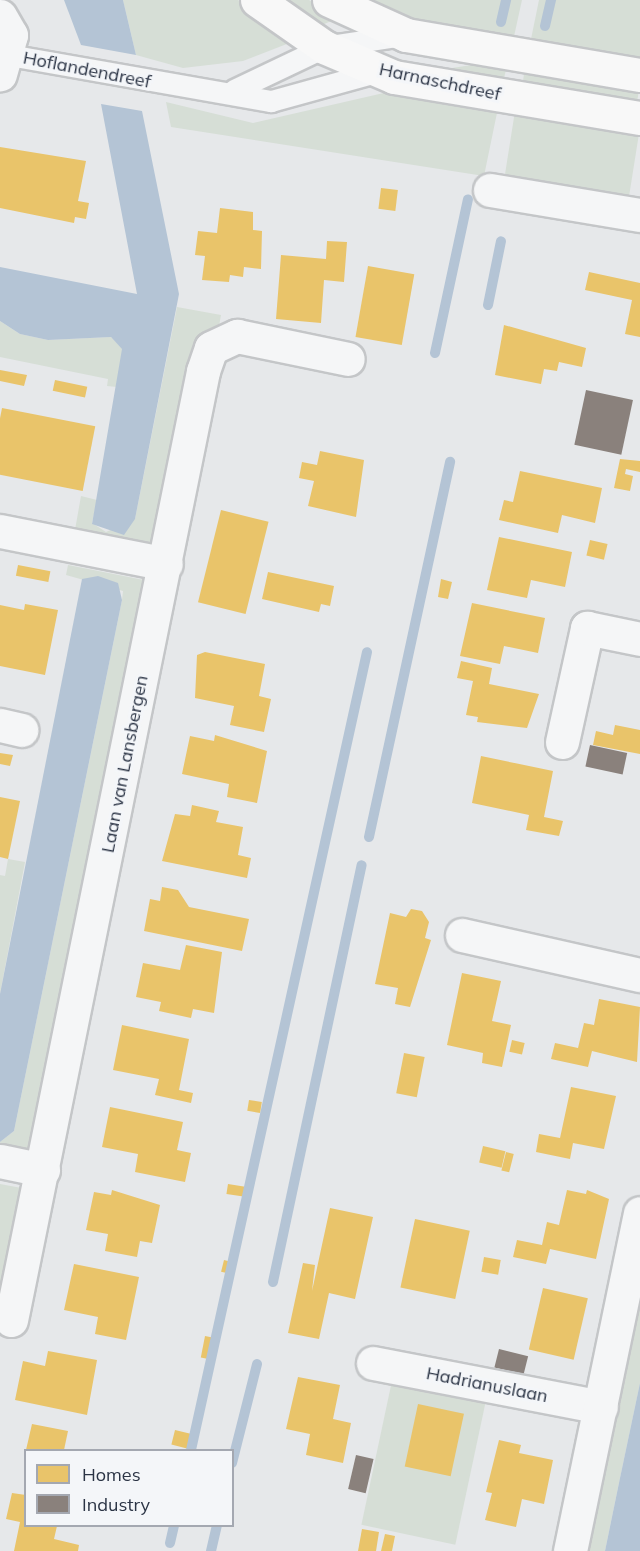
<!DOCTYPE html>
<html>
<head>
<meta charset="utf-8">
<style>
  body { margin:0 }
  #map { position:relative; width:640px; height:1551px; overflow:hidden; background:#e6e8ea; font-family:Mulish,sans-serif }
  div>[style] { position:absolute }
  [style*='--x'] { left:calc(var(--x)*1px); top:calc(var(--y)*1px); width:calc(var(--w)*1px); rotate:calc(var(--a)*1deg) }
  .green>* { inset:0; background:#d6ded6; transform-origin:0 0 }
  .water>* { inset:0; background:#b4c4d5 }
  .homes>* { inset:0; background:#e9c46a; transform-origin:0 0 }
  .industry>* { inset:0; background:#8a817c; transform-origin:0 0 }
  .stream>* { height:10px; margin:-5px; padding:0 5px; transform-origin:5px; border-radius:5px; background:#b4c4d5 }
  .roads { filter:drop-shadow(2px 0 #c4c6c8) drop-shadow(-2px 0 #c4c6c8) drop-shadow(0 2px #c4c6c8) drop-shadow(0 -2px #c4c6c8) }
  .lane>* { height:21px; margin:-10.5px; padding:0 10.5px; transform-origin:10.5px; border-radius:10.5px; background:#f5f6f7 }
  .street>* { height:33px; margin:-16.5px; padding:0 16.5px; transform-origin:16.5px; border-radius:16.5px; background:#f5f6f7 }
  .secondary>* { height:33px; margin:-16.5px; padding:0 16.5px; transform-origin:16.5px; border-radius:16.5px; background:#f8f8f8 }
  span { translate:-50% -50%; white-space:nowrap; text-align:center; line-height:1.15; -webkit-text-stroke:6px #f4f6f9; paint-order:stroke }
  .street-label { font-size:18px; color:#2b3445 }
  .legend { position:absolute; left:24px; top:1449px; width:210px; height:78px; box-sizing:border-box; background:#f4f6f9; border:2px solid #a4a8b1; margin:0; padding:8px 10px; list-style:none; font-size:18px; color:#2b3445 }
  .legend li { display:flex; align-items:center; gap:12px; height:30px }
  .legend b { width:30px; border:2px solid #a4a8b1 }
</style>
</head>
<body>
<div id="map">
  <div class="green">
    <i style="clip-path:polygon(123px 0,238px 0,292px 42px,243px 61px,183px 68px,136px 55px)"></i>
    <i style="clip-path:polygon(274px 0,309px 0,340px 17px,320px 26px)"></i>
    <i style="clip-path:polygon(358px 0,522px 0,513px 41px,399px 19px)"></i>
    <i style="clip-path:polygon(539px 0,640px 0,640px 61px,530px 44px)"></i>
    <i style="clip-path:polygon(491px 62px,507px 65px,503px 83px,439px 70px)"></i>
    <i style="left:525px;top:68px;width:116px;height:18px;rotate:9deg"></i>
    <i style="clip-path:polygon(388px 92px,498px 108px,484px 176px,171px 127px,166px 102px,253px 123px)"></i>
    <i style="left:515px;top:111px;width:126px;height:70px;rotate:9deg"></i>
    <i style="clip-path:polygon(177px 307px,221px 315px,219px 326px,199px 340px,156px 539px,145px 545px,75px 530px,81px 496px,97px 500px,92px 523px,106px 532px,135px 519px)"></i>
    <i style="clip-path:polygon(0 321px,20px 334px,48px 340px,111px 337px,123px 349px,117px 387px,107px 386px,108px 379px,0 357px)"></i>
    <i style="clip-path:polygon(68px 565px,149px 581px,29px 1151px,0 1149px,0 1142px,14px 1131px,122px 600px,123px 591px,66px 575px)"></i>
    <i style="clip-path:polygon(8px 859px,25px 862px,0 994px,0 875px,5px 876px)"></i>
    <i style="clip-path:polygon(0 1184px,27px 1189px,0 1323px)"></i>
    <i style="clip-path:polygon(640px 1260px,640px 1383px,620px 1478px,605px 1551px,578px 1551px)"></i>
    <i style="left:393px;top:1376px;width:96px;height:152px;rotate:12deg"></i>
  </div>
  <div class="water">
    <i style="clip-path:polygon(64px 0,123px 0,136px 55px,81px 45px)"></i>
    <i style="clip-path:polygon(101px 104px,142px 111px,179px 294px,135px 519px,124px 535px,92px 524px,122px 349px,111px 337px,48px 340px,20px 334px,0 321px,0 267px,137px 294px)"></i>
    <i style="clip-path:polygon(98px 576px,118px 583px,122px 600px,14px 1131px,0 1142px,0 994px,82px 579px)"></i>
    <i style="clip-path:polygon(640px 1383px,640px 1551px,605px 1551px,620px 1478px)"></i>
  </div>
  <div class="homes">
    <i style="clip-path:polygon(0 147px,86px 161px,78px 201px,89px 203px,86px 219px,75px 217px,74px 223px,0 208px)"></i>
    <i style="left:381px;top:188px;width:17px;height:21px;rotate:7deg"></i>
    <i style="clip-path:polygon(220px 208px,253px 212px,253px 230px,262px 231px,261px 269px,244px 267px,243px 277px,230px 275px,229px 282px,202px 280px,205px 256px,195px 255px,198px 231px,217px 233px)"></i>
    <i style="clip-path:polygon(327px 241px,347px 242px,344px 282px,324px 280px,321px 323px,276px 319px,281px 255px,326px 259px)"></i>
    <i style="left:368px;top:266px;width:47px;height:72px;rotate:10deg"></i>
    <i style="clip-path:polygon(589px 272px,640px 283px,640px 337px,625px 334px,632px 300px,585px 290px)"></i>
    <i style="clip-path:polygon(504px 325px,586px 348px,582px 367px,559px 362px,557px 371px,544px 369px,541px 384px,495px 375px)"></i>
    <i style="clip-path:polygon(0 370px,27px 375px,24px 386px,0 381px)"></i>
    <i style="left:55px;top:380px;width:33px;height:11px;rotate:12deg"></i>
    <i style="left:2px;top:408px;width:95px;height:66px;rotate:11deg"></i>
    <i style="clip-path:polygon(320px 451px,364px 460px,356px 517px,308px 506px,314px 481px,299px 478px,302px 462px,317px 465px)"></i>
    <i style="clip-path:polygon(620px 459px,640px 461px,640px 472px,626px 469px,625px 474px,633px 476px,630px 491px,614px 488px)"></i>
    <i style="clip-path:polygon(520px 471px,602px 488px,595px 523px,562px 515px,558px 533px,499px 520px,504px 500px,513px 502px)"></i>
    <i style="left:221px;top:510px;width:49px;height:95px;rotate:14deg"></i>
    <i style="clip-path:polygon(499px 537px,572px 552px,565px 587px,531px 580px,527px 598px,487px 590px)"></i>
    <i style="left:590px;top:540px;width:18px;height:16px;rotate:13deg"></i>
    <i style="left:18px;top:565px;width:33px;height:11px;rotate:11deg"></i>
    <i style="clip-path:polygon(268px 572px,334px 586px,330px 606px,321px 604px,319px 612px,262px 599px)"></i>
    <i style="clip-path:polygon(441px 579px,452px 582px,448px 599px,438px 597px)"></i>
    <i style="clip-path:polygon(472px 603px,545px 618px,538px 653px,504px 646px,500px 664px,460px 656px)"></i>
    <i style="clip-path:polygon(25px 604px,58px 610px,45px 675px,0 666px,0 605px,24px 610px)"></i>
    <i style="clip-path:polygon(205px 652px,265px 664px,259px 696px,271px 699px,264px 732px,230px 725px,234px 706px,195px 698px,197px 655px)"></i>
    <i style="clip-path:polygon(461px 661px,492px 668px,489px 684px,539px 694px,527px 728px,477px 722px,478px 717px,466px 715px,473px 681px,457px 678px)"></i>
    <i style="clip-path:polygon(615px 725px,640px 730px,640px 754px,593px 745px,596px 731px,613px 735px)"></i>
    <i style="clip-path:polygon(215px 735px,267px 751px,257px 803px,227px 797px,229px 784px,182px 774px,190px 736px,214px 741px)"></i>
    <i style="clip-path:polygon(0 753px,13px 755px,10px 766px,0 764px)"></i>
    <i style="clip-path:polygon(481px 756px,553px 771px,544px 817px,563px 821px,559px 836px,526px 830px,529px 815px,472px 803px)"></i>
    <i style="clip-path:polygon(0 797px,20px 801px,8px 859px,0 857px)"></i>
    <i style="clip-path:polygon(192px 805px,219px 811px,216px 822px,243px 827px,238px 855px,251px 858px,247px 878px,162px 861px,175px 814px,190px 816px)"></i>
    <i style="clip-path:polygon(162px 887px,178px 890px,189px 907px,249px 919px,242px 951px,144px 931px,150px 899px,160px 901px)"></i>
    <i style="clip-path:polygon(411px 909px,422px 911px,429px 922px,425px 938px,431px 940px,410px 1007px,395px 1004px,398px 988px,375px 984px,390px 913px,406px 917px)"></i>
    <i style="clip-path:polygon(186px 945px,222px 952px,214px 1013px,193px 1009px,191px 1018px,159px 1011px,161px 1002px,136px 997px,143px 963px,180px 970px)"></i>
    <i style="clip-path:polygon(462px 973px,501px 981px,492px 1021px,511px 1025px,502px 1067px,482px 1063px,483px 1053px,447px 1045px)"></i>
    <i style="clip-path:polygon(599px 999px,640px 1007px,637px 1062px,592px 1051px,588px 1067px,551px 1059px,555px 1043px,578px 1048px,584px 1023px,594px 1025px)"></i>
    <i style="clip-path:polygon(122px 1025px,189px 1039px,179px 1090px,193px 1093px,191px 1103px,155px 1095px,159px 1079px,113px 1070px)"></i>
    <i style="left:512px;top:1040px;width:13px;height:12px;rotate:13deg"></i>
    <i style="left:404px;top:1053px;width:21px;height:41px;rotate:11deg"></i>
    <i style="clip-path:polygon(571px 1087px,616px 1096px,604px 1149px,573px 1143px,570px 1159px,536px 1152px,539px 1134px,560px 1138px)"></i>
    <i style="left:249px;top:1100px;width:13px;height:11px;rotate:9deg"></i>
    <i style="clip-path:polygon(110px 1107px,183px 1122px,177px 1150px,191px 1153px,185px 1182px,135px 1172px,138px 1154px,102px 1147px)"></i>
    <i style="left:483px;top:1146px;width:23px;height:17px;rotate:13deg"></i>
    <i style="left:506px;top:1152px;width:8px;height:19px;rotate:14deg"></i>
    <i style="left:228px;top:1184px;width:19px;height:10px;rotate:9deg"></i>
    <i style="clip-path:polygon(112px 1190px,160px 1205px,152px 1243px,140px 1241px,137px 1257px,105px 1251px,108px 1234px,86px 1230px,94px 1192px,111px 1195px)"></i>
    <i style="clip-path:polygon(567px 1190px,586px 1194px,587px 1190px,609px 1199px,596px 1259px,550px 1249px,546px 1264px,513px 1257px,517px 1240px,542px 1245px,547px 1222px,559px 1225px)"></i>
    <i style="clip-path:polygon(330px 1208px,373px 1217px,355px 1299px,329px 1293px,319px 1339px,288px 1333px,303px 1263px,315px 1265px,312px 1291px)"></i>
    <i style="left:415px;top:1219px;width:56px;height:70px;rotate:12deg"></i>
    <i style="left:484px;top:1257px;width:17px;height:15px;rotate:10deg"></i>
    <i style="left:224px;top:1260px;width:8px;height:12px;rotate:14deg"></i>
    <i style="clip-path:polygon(74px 1264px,139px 1277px,126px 1340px,95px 1334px,98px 1317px,64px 1310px)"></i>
    <i style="left:543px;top:1288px;width:46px;height:63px;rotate:13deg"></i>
    <i style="left:205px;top:1336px;width:10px;height:22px;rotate:11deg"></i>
    <i style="clip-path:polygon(48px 1351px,97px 1360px,87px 1415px,15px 1400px,23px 1361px,45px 1366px)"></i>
    <i style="clip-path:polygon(298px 1377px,340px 1385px,333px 1419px,351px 1423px,343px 1463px,306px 1455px,310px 1434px,286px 1429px)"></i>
    <i style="left:418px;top:1404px;width:47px;height:64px;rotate:12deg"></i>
    <i style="clip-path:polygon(32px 1424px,68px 1431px,64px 1450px,26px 1450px)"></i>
    <i style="left:175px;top:1430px;width:16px;height:15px;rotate:14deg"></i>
    <i style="clip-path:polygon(499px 1440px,521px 1445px,519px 1453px,553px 1460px,544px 1504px,522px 1499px,516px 1527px,485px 1520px,492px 1493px,486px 1492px)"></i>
    <i style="clip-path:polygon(12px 1493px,26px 1495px,26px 1526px,57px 1526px,54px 1539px,79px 1545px,78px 1551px,14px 1551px,20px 1522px,6px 1519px)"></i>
    <i style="clip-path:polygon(362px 1529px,379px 1532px,376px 1551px,358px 1551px)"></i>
    <i style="clip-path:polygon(385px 1534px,395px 1536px,392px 1551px,381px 1551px)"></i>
  </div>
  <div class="industry">
    <i style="left:586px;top:390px;width:48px;height:56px;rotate:12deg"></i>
    <i style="left:590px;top:745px;width:38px;height:22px;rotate:12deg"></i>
    <i style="left:499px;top:1349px;width:30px;height:19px;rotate:14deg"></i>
    <i style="left:356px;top:1455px;width:18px;height:35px;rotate:13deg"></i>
  </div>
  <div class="stream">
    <i style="--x:501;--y:22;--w:23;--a:-77"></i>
    <i style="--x:545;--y:26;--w:27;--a:-77"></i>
    <i style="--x:488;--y:305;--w:65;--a:-78.5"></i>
    <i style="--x:435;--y:353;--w:157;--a:-77.9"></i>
    <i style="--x:369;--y:837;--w:384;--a:-77.8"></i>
    <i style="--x:273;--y:1282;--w:426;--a:-78"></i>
    <i style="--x:191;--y:1450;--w:817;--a:-77.56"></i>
    <i style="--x:232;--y:1463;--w:102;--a:-75.8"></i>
    <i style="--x:170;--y:1543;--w:17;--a:-77"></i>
    <i style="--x:211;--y:1551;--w:26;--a:-77"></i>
  </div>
  <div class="roads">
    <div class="lane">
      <i style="--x:9;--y:55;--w:266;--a:10"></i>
      <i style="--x:271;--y:101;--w:112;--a:-15.5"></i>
      <i style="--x:234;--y:90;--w:100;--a:-25.5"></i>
      <i style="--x:324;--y:47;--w:79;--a:-8.7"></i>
    </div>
    <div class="street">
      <i style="--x:0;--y:16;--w:22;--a:60"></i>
      <i style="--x:11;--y:35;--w:41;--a:105.8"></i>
      <i style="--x:490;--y:190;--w:152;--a:9.5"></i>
      <i style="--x:0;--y:531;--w:169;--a:11.2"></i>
      <i style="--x:0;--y:725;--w:22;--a:13"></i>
      <i style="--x:562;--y:742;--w:117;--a:-77.6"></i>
      <i style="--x:587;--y:628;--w:54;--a:11.7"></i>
      <i style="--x:462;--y:935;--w:182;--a:12.7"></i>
      <i style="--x:0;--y:1161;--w:44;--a:11.8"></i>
      <i style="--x:11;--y:1320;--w:968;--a:-78.56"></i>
      <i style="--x:203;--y:371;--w:24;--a:-71"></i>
      <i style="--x:211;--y:348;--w:29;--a:-25"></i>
      <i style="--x:237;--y:336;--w:113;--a:11.7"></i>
      <i style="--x:373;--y:1363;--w:232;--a:10.9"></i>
      <i style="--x:570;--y:1551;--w:345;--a:-78.3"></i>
    </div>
    <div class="secondary">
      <i style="--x:257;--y:0;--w:82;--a:35"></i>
      <i style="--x:324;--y:47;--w:76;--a:23.2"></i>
      <i style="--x:394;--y:77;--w:249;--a:9.5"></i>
      <i style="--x:329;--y:0;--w:85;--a:24.4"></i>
      <i style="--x:406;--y:35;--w:237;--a:9.7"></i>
    </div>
  </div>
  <div class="street-label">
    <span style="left:87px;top:70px;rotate:11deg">Hoflandendreef</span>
    <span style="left:440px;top:82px;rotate:12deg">Harnaschdreef</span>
    <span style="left:125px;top:764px;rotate:-79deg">Laan van Lansbergen</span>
    <span style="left:487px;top:1385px;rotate:11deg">Hadrianuslaan</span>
  </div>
  <ul class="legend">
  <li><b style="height:16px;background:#e9c46a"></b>Homes</li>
  <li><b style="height:16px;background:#8a817c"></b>Industry</li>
  </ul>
</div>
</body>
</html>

********

» WHAT YOU NEED TO DO
Working from the material above, restate word for word the lines between the line with "position:relative; width:640px; height:1551px;" and the line with "filter:drop-shadow(2px 0 #c4c6c8)", both included, and only those.

» EXPECTED ANSWER
  #map { position:relative; width:640px; height:1551px; overflow:hidden; background:#e6e8ea; font-family:Mulish,sans-serif }
  div>[style] { position:absolute }
  [style*='--x'] { left:calc(var(--x)*1px); top:calc(var(--y)*1px); width:calc(var(--w)*1px); rotate:calc(var(--a)*1deg) }
  .green>* { inset:0; background:#d6ded6; transform-origin:0 0 }
  .water>* { inset:0; background:#b4c4d5 }
  .homes>* { inset:0; background:#e9c46a; transform-origin:0 0 }
  .industry>* { inset:0; background:#8a817c; transform-origin:0 0 }
  .stream>* { height:10px; margin:-5px; padding:0 5px; transform-origin:5px; border-radius:5px; background:#b4c4d5 }
  .roads { filter:drop-shadow(2px 0 #c4c6c8) drop-shadow(-2px 0 #c4c6c8) drop-shadow(0 2px #c4c6c8) drop-shadow(0 -2px #c4c6c8) }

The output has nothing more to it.